++++ PROVIDED INFORMATION
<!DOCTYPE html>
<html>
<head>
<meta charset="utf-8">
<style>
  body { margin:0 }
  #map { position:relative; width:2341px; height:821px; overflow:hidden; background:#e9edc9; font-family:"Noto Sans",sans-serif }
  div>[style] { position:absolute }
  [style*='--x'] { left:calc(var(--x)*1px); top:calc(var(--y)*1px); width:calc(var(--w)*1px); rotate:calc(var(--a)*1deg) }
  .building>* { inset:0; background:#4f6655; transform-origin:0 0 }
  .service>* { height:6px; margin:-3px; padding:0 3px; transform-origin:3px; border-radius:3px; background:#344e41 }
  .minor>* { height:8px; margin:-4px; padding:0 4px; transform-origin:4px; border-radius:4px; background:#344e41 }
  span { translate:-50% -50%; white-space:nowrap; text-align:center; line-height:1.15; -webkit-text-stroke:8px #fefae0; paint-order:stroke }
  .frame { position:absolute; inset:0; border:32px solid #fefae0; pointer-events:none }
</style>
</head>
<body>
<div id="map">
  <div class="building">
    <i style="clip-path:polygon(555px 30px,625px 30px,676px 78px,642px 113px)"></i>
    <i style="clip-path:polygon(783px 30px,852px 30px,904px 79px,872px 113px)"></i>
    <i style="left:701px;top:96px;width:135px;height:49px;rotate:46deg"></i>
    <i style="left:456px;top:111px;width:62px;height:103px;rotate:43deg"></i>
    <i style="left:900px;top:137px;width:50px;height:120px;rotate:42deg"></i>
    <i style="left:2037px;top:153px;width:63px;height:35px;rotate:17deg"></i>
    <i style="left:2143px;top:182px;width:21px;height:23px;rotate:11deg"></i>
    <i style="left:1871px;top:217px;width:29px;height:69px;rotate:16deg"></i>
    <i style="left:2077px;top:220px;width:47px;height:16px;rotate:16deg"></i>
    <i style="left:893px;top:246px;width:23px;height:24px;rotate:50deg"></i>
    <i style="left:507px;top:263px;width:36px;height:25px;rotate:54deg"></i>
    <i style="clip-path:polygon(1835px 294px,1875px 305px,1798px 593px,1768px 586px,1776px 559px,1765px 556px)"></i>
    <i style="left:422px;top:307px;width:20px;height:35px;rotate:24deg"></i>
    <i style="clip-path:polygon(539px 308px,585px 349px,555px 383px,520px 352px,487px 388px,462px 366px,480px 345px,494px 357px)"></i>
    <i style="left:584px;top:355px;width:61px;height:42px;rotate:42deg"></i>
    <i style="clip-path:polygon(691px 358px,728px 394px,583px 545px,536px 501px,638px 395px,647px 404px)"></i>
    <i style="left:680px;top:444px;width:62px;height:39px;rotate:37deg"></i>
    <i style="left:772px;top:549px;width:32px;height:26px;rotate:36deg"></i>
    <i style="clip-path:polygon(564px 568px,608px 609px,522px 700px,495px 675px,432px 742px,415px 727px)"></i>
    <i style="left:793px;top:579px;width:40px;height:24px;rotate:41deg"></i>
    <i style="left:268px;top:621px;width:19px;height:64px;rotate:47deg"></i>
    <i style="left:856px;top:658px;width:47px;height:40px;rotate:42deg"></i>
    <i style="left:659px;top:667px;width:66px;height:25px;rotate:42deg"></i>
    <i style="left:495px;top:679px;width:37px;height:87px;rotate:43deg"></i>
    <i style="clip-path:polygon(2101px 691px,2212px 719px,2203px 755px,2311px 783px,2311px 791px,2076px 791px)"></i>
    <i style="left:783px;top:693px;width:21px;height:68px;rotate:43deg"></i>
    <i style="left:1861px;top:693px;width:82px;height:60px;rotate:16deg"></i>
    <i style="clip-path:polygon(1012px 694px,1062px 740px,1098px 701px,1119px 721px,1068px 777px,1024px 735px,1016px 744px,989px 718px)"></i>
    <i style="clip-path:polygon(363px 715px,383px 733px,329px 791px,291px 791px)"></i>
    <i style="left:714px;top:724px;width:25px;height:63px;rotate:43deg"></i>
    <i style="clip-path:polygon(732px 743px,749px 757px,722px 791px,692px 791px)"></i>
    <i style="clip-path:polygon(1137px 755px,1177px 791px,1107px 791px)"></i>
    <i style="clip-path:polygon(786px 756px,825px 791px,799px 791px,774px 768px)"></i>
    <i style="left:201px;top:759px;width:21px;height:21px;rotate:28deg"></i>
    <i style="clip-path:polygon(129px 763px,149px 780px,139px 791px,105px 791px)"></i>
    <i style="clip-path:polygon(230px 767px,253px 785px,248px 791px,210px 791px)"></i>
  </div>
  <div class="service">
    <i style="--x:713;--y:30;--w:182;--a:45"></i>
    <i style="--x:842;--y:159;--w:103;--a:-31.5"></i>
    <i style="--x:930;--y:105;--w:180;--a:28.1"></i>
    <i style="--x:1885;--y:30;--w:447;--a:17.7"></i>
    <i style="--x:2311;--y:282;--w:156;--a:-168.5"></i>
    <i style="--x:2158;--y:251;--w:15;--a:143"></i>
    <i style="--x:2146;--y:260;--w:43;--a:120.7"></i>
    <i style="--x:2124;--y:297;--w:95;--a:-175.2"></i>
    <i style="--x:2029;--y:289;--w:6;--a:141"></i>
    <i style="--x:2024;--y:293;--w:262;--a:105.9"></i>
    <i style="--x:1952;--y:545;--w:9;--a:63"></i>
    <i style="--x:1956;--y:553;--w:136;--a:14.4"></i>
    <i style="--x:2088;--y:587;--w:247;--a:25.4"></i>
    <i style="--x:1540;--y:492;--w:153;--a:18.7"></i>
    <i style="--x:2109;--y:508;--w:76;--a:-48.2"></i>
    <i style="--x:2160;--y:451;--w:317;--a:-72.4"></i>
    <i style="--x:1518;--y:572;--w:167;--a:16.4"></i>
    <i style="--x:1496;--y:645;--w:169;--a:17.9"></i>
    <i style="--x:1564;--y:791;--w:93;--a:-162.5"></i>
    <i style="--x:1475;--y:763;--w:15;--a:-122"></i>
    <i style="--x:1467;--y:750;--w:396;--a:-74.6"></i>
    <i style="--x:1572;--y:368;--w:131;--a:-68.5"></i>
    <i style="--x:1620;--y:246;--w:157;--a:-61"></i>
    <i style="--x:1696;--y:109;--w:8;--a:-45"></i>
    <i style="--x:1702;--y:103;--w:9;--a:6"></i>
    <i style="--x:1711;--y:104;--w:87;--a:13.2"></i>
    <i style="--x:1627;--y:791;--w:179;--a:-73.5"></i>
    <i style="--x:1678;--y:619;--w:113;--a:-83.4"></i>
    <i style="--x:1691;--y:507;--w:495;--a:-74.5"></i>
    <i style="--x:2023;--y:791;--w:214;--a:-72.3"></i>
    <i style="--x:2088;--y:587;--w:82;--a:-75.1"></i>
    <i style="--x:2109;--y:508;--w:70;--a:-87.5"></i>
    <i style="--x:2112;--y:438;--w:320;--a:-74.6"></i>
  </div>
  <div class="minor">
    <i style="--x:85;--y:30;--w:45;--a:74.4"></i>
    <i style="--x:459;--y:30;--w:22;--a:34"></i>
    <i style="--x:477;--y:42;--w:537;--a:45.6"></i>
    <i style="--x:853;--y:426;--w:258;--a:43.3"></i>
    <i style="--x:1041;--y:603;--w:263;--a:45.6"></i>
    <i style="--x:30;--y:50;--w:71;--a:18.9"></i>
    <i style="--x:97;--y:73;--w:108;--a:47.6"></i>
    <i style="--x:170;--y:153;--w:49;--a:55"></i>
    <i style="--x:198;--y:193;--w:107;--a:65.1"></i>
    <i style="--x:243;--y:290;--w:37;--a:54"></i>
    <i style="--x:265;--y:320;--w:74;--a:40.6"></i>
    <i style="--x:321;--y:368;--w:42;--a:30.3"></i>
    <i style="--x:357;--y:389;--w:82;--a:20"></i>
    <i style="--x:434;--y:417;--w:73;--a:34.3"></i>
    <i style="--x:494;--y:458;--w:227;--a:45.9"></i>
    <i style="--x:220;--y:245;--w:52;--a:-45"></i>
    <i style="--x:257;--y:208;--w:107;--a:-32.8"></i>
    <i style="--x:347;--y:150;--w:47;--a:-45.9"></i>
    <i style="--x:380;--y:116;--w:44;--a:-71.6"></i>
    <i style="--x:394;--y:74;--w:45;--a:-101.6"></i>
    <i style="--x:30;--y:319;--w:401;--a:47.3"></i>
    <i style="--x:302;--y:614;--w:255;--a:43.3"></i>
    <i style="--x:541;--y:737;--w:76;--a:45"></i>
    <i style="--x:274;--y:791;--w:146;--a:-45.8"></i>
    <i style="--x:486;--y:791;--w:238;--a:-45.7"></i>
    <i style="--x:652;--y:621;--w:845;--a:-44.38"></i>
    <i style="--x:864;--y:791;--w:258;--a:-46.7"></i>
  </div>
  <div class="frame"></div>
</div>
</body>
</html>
++++++++
■ **WORK REQUIRED**
Among the lines above, repeat exactly those from the line with "position:relative; width:2341px; height:821px;" to the line with "height:6px; margin:-3px; padding:0", counting both ends.

■ **SOLUTION FOR THIS PROBLEM**
  #map { position:relative; width:2341px; height:821px; overflow:hidden; background:#e9edc9; font-family:"Noto Sans",sans-serif }
  div>[style] { position:absolute }
  [style*='--x'] { left:calc(var(--x)*1px); top:calc(var(--y)*1px); width:calc(var(--w)*1px); rotate:calc(var(--a)*1deg) }
  .building>* { inset:0; background:#4f6655; transform-origin:0 0 }
  .service>* { height:6px; margin:-3px; padding:0 3px; transform-origin:3px; border-radius:3px; background:#344e41 }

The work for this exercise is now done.